■ What is required
Each line containing the string "const" should be copied out of the entries.

■ Excerpted records

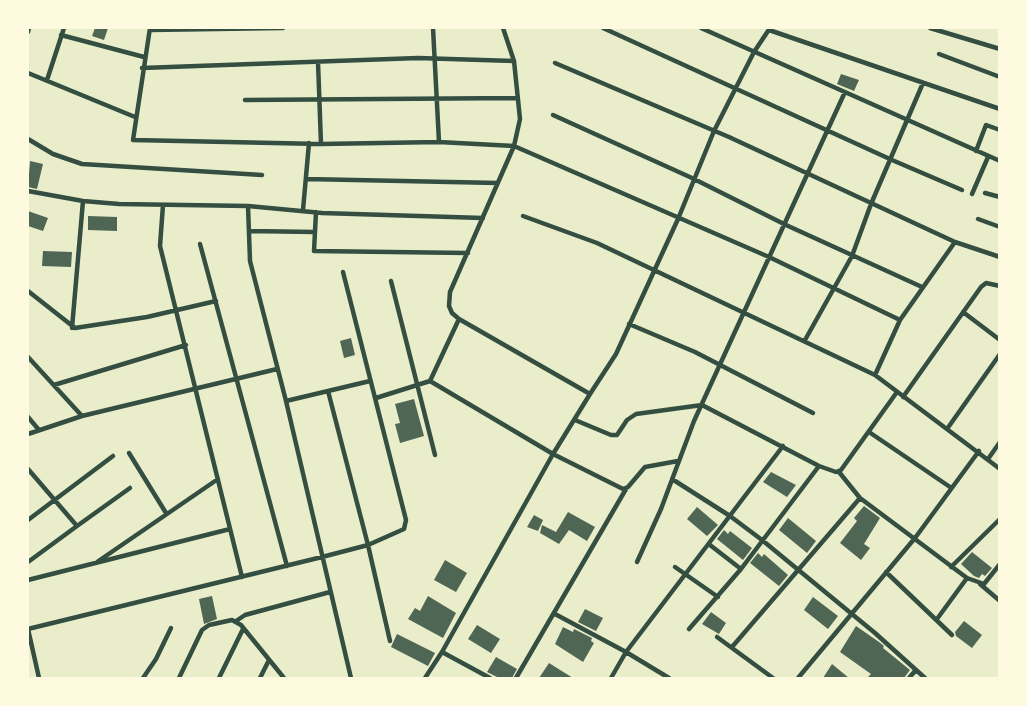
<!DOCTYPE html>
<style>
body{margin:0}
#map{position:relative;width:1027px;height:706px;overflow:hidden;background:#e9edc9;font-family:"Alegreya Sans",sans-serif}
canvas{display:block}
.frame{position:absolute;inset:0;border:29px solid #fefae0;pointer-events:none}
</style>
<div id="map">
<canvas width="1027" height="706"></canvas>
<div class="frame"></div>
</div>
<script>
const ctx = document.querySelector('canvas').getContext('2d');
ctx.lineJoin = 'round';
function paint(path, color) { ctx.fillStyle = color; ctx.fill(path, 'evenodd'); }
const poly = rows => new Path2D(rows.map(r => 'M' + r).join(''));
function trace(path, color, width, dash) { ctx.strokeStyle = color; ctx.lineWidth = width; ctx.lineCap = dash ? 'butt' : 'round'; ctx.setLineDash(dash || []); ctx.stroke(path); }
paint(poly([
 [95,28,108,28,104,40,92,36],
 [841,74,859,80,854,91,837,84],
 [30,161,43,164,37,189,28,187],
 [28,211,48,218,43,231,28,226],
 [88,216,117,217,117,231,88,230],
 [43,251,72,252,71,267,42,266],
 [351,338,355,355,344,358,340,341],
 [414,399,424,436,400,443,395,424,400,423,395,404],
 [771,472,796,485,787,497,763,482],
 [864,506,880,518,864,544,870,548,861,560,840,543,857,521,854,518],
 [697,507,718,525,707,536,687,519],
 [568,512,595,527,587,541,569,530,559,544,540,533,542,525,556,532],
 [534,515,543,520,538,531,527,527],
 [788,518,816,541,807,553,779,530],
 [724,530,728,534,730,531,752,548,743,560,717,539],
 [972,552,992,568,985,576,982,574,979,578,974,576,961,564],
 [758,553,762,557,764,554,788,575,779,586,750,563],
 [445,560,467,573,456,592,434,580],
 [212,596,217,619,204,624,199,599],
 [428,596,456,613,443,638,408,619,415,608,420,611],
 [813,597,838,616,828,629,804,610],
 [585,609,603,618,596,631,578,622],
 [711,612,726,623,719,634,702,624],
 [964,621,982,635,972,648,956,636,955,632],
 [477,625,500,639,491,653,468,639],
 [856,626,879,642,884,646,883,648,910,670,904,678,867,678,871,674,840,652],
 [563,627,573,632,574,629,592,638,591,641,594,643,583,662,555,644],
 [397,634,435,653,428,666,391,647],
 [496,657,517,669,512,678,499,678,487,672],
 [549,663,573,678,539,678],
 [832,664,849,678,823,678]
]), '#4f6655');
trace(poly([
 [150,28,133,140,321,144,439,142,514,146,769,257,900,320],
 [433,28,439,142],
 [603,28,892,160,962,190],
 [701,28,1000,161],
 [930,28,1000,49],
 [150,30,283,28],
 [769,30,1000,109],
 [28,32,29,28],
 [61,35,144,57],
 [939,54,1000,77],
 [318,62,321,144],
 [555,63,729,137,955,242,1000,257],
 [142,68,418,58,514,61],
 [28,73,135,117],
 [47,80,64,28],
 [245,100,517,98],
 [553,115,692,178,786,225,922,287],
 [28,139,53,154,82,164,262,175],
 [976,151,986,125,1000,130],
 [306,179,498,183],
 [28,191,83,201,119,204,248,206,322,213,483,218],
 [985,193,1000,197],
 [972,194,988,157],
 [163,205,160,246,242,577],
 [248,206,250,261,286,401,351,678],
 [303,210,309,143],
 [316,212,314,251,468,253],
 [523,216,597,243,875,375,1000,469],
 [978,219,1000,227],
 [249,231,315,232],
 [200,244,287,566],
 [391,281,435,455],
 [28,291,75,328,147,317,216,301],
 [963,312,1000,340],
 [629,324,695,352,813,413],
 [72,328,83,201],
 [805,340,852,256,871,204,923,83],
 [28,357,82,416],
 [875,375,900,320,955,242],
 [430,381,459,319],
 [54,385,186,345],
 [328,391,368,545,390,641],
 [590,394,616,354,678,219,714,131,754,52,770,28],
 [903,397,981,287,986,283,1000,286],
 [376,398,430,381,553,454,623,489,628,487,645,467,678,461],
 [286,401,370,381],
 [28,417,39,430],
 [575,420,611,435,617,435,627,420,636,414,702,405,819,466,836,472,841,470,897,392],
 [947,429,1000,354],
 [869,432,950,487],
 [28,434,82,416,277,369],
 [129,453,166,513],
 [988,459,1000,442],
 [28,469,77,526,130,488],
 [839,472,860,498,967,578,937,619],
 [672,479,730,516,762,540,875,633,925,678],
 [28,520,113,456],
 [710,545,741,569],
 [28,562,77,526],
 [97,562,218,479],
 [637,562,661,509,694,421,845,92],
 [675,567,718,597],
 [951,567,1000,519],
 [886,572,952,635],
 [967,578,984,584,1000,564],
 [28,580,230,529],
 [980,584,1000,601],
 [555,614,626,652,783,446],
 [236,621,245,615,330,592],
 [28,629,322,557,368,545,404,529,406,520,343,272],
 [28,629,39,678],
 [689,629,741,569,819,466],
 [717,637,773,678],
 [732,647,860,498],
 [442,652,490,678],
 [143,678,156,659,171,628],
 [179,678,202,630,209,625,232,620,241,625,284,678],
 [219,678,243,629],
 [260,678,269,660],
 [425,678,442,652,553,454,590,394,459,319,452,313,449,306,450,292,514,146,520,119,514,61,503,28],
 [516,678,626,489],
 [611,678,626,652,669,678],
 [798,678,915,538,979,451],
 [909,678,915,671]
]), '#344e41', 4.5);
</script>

■ Answer to this exercise
const ctx = document.querySelector('canvas').getContext('2d');
const poly = rows => new Path2D(rows.map(r => 'M' + r).join(''));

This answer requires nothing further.